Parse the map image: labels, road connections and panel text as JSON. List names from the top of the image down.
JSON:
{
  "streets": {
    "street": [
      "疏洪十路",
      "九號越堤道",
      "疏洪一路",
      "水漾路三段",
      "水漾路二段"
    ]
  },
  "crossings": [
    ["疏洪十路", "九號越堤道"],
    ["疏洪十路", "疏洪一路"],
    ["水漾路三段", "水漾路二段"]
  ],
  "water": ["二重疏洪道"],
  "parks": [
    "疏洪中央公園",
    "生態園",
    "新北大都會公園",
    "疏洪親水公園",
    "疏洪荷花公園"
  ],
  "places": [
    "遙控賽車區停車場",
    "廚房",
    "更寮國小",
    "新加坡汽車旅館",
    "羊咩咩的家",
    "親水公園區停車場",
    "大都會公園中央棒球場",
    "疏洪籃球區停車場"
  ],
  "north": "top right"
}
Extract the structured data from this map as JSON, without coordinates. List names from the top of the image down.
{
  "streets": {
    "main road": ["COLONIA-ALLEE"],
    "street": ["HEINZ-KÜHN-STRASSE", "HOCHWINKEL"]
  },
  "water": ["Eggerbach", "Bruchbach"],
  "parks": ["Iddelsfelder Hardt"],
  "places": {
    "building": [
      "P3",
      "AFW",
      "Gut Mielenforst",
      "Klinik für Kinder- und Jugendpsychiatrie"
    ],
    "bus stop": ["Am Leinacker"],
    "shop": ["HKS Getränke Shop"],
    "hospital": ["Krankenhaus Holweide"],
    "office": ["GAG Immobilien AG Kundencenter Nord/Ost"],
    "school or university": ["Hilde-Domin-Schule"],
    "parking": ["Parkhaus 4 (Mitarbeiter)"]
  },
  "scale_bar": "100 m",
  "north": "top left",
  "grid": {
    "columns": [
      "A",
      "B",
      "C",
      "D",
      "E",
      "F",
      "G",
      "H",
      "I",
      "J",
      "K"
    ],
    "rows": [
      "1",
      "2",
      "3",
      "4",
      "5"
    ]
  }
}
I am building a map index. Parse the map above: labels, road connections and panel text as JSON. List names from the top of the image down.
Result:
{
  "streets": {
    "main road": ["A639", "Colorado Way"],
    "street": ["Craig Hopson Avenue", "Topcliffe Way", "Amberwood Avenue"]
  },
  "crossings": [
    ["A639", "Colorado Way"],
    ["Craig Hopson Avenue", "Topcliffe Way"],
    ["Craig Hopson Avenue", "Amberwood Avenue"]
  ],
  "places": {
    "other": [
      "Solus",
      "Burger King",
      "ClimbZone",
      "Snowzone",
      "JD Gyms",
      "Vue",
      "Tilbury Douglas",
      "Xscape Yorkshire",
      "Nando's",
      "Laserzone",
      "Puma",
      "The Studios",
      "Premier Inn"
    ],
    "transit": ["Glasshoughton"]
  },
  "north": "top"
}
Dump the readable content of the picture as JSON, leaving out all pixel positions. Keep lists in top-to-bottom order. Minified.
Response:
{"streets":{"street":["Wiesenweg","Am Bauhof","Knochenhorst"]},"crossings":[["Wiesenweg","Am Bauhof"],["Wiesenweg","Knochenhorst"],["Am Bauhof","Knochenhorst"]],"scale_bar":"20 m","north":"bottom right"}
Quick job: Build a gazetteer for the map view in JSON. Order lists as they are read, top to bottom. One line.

———

◆ **Try it**
Copy all the lines from the data above that hold the word "Parse".

◆ **Task solution**
Parse the map image: labels, road connections and panel text as JSON. List names from the top of the image down.
I am building a map index. Parse the map above: labels, road connections and panel text as JSON. List names from the top of the image down.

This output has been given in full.